• PROBLEM: Tally the lines in the listing below that include "strokeStyle". Answer with the count and nothing more.
**** DATA SECTION
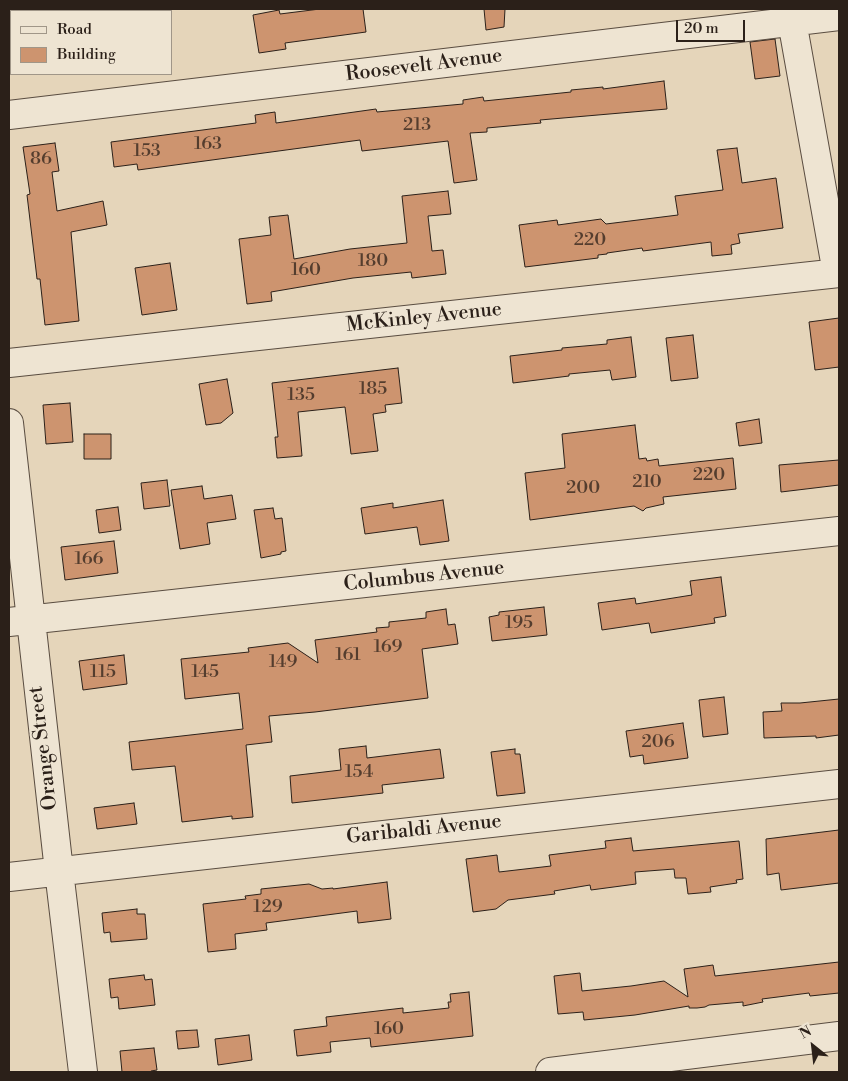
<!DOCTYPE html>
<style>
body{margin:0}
#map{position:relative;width:848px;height:1081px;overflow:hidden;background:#e5d5ba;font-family:"Libre Bodoni",serif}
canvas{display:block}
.frame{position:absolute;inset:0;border:10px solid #2b2019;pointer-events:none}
.legend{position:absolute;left:10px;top:10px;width:162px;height:65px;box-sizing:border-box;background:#eee4d2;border:1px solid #a09688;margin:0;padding:6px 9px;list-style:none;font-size:15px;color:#2b2019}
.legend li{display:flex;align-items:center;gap:10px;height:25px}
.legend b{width:25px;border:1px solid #a09688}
.north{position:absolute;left:788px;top:1021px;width:50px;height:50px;-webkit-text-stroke:4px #eee4d2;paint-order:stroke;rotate:331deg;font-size:14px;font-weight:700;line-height:20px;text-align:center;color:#2b2019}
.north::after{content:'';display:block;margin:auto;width:18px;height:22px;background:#2b2019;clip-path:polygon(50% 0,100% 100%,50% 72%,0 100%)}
.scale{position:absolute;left:676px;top:20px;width:69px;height:22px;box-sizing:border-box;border:2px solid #2b2019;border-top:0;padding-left:6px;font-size:15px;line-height:18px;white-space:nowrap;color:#2b2019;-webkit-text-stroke:4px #eee4d2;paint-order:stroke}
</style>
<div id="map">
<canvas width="848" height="1081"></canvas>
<div class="frame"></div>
<ul class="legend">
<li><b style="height:6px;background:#eee4d2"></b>Road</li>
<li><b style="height:14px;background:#cd946f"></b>Building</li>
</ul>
<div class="north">N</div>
<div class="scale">20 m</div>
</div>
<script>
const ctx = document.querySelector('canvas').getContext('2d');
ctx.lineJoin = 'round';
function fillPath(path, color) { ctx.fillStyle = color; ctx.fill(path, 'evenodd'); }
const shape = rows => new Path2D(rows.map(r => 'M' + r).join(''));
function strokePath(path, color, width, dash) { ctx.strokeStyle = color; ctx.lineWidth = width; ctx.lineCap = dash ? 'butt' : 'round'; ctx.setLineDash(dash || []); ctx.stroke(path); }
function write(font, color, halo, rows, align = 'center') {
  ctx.font = font + ' "Libre Bodoni",serif'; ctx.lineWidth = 4; ctx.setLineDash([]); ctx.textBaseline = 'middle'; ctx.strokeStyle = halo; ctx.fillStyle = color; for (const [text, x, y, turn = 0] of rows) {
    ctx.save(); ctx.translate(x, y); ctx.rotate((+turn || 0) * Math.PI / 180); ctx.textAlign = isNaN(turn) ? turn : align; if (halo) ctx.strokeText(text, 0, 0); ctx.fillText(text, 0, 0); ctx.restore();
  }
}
const building = shape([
 [320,9,363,9,366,32,285,43,286,49,259,53,253,15,279,10,280,14,320,9],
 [484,9,505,9,504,27,486,30,484,9],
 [775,39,780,76,755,79,750,42,775,39],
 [664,81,667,109,540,120,541,123,487,128,487,132,470,133,477,180,454,183,448,141,362,151,360,140,138,170,137,164,114,167,111,142,256,123,255,115,275,112,276,123,376,109,377,112,463,104,463,100,483,97,484,101,571,92,571,90,603,87,603,89,664,81],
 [55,143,59,171,52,172,57,211,103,201,107,225,71,232,79,321,45,325,40,279,37,279,36,270,27,195,30,194,23,147,55,143],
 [737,148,742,183,776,178,783,228,738,234,740,243,731,245,732,254,712,256,711,242,643,251,642,248,607,253,607,254,598,255,598,258,525,267,519,225,557,220,558,225,601,219,606,224,678,215,675,196,723,190,717,150,737,148],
 [448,191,451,214,428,216,432,251,443,250,446,274,412,278,411,272,353,278,271,292,272,301,247,304,239,239,271,235,269,217,288,215,294,259,350,249,407,243,402,196,448,191],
 [170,263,177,310,142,315,135,268,170,263],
 [839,318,839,367,815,370,809,322,839,318],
 [693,335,698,378,671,381,666,338,693,335],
 [631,337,636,377,612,380,610,370,569,374,569,376,513,383,510,356,562,350,562,348,607,344,607,340,631,337],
 [398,368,402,403,385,405,386,412,373,414,378,451,351,454,345,407,298,412,302,456,277,458,275,437,278,437,272,383,398,368],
 [227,379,233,413,221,423,206,425,199,384,227,379],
 [70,403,73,442,46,444,43,405,70,403],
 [759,419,762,443,739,446,736,423,759,419],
 [635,425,639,459,646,458,647,461,658,459,659,466,733,458,736,489,663,497,664,504,646,508,643,511,634,506,530,520,525,473,565,468,562,434,635,425],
 [84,434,111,434,111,459,84,459,84,434],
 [839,460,839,485,781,492,779,465,839,460],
 [167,480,170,506,144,509,141,483,167,480],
 [202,486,204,499,232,495,236,519,207,523,210,544,180,549,171,490,202,486],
 [443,500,449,541,420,545,417,527,365,534,361,508,393,503,393,508,443,500],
 [118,507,121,530,99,533,96,510,118,507],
 [273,508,275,519,282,518,286,551,281,552,281,554,261,558,254,510,273,508],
 [114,541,118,573,65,580,61,547,114,541],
 [721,577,726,616,714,618,715,623,651,633,649,623,602,630,598,603,635,598,636,604,692,595,690,581,721,577],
 [544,607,547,635,492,641,489,617,499,615,499,612,544,607],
 [446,609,448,625,455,624,458,644,422,649,428,698,315,712,269,716,272,742,246,745,253,817,232,819,232,816,182,822,175,766,132,770,129,742,243,729,239,693,185,699,181,659,249,652,248,648,288,643,318,663,315,640,377,632,376,628,389,627,389,622,426,618,426,612,446,609],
 [124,655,127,684,83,690,79,661,124,655],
 [724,697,728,734,703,737,699,700,724,697],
 [839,699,839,735,816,738,816,736,764,738,763,712,782,711,781,703,800,703,839,699],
 [683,723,688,758,644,764,643,755,630,757,626,731,683,723],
 [366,746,367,758,440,749,444,778,382,785,383,793,292,803,290,776,341,770,339,749,366,746],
 [515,749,515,754,520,754,525,793,497,796,491,752,515,749],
 [134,803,137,824,97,829,94,808,134,803],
 [839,830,839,883,781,890,779,873,767,875,766,839,839,830],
 [631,838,633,851,739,841,743,879,736,880,737,883,710,887,711,892,688,894,686,878,675,878,674,869,635,872,636,884,591,890,590,885,554,891,555,894,508,900,496,909,473,912,466,859,497,855,499,872,551,866,549,855,606,848,605,841,631,838],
 [387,882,391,919,358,923,357,911,266,923,267,930,235,934,236,949,208,952,203,904,246,899,245,896,261,894,261,889,309,884,322,889,333,888,333,889,387,882],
 [137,909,137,914,145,914,147,939,111,942,110,932,104,933,102,913,137,909],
 [839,962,839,993,810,996,809,993,762,999,763,1002,743,1006,743,1002,709,1005,705,1007,697,1008,689,1008,689,1006,635,1015,584,1020,583,1012,558,1014,554,976,580,973,582,991,631,986,664,981,688,997,684,969,713,965,715,976,839,962],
 [144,975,145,980,152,979,155,1005,119,1009,118,997,111,998,109,979,144,975],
 [469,992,473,1036,371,1047,370,1038,330,1042,331,1052,297,1056,294,1030,327,1026,326,1017,403,1008,403,1013,449,1008,448,1002,451,1002,450,994,469,992],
 [197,1030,199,1047,178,1049,176,1031,197,1030],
 [249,1035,252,1060,218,1065,215,1039,249,1035],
 [154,1048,157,1070,151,1071,151,1072,122,1072,120,1051,154,1048]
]);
const minor = shape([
 [792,21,837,273],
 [9,115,839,16],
 [9,363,839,273],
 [9,423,59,871,83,1072],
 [9,622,839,531],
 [9,877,839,784],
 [550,1072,839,1036]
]);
const numberNames = [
 ["213",417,126],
 ["163",208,145],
 ["153",147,152],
 ["86",41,160],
 ["220",590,241],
 ["180",373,262],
 ["160",306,271],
 ["185",373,390],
 ["135",301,396],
 ["220",709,476],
 ["210",647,483],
 ["200",583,489],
 ["166",89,560],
 ["195",519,624],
 ["169",388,648],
 ["161",348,656],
 ["149",283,663],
 ["115",103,673],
 ["145",205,673],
 ["206",658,743],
 ["154",359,773],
 ["129",268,908],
 ["160",389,1030]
];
const streetNames = [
 ["Roosevelt Avenue",424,66,-7],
 ["McKinley Avenue",424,318,-6],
 ["Columbus Avenue",424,577,-6],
 ["Orange Street",44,748,-97],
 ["Garibaldi Avenue",424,830,-6]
];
fillPath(building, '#cd946f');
strokePath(building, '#2b2019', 1);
strokePath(minor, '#5a4d41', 30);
strokePath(minor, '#eee4d2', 28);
write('18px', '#543d2e', null, numberNames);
write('20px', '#2b2019', '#eee4d2', streetNames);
</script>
********
• EXERCISE OUTPUT: 2